# TASK BRIEF:
Each line of the records below that holds "松戸三郷線" should be returned.

___ GIVEN INFORMATION ___

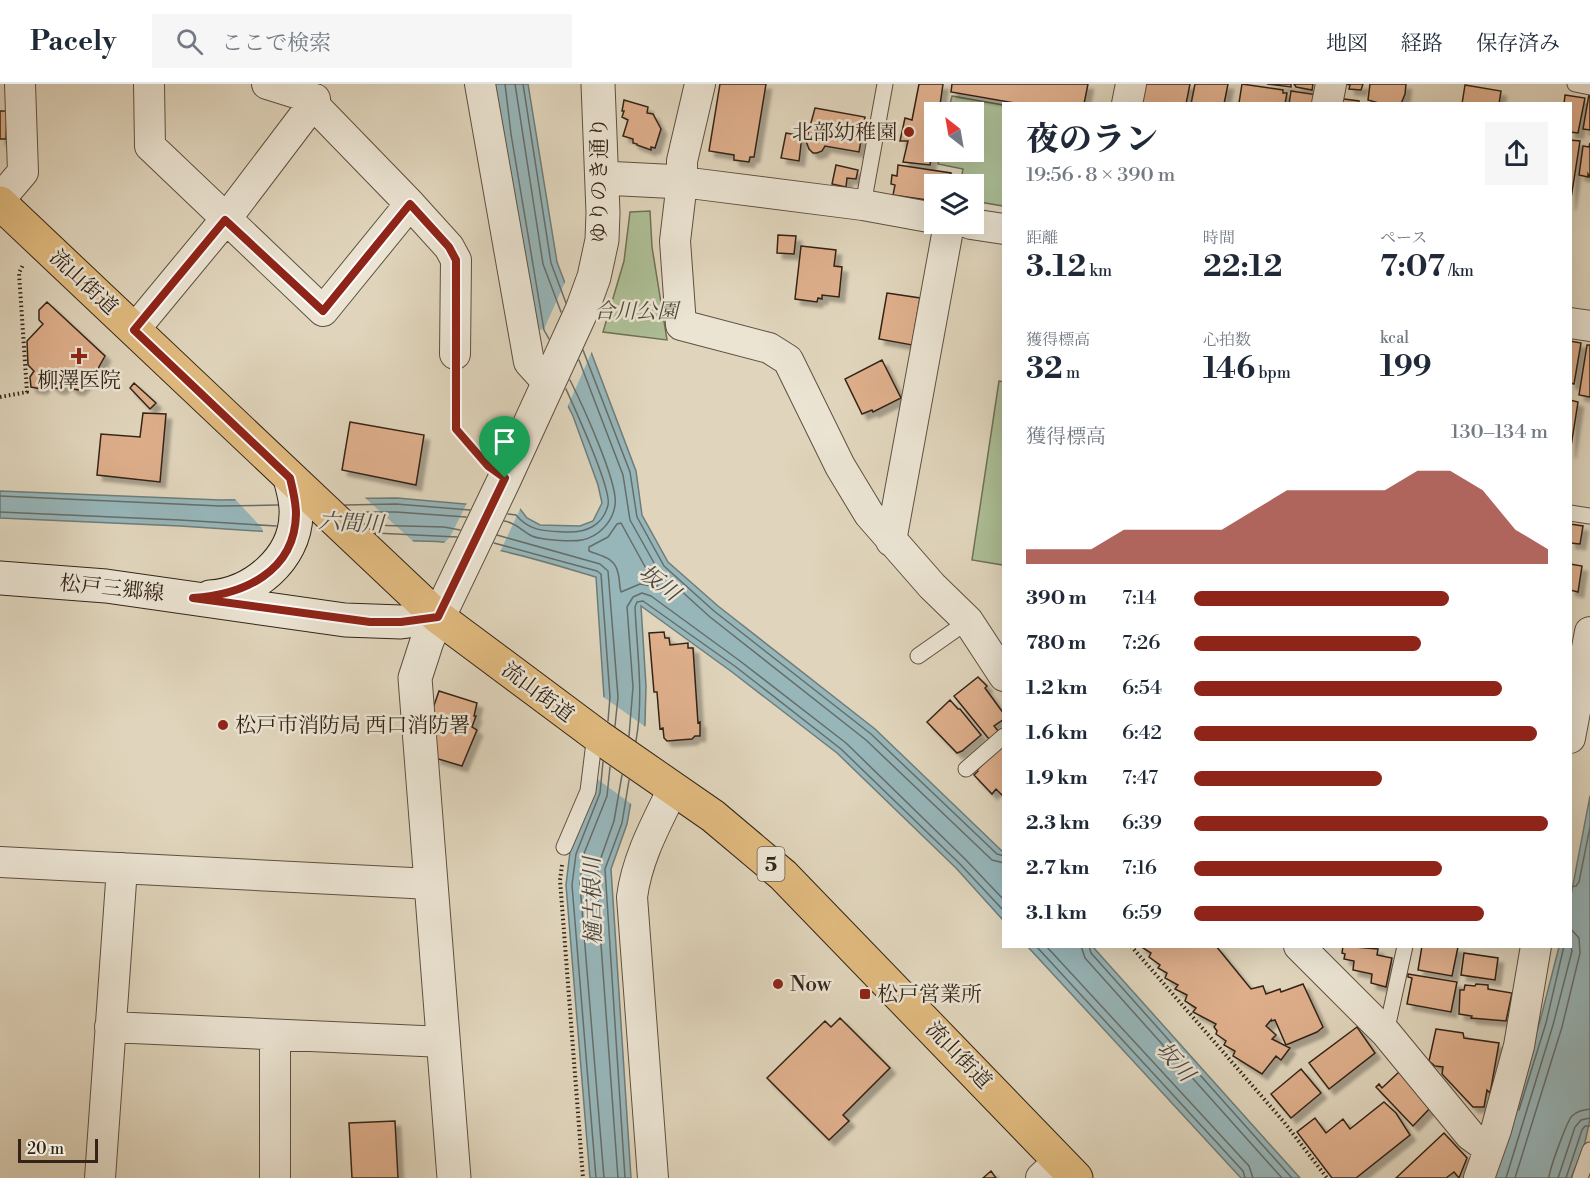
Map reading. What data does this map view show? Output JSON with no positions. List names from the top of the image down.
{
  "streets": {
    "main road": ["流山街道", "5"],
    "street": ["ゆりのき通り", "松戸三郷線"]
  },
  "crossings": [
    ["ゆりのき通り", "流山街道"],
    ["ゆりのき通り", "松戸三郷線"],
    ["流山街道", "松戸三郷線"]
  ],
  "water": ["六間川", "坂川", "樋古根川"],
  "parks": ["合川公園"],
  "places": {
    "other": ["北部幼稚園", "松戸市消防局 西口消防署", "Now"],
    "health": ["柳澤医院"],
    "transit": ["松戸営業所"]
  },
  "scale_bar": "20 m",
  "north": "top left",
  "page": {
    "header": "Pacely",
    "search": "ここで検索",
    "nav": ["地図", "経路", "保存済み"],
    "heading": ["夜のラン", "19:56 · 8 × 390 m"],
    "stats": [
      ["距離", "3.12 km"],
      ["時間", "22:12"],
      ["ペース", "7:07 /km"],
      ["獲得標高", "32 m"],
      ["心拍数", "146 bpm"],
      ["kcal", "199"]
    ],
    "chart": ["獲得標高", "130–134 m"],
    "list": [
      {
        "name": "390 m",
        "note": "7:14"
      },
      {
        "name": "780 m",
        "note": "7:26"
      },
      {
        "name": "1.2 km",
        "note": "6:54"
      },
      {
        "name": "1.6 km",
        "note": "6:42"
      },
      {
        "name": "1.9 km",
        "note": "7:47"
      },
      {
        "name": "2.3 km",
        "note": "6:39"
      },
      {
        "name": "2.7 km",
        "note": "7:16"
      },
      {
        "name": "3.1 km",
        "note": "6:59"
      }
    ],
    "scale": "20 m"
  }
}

___

# RESPONSE TO THE EXERCISE:
    "street": ["ゆりのき通り", "松戸三郷線"]
    ["ゆりのき通り", "松戸三郷線"],
    ["流山街道", "松戸三郷線"]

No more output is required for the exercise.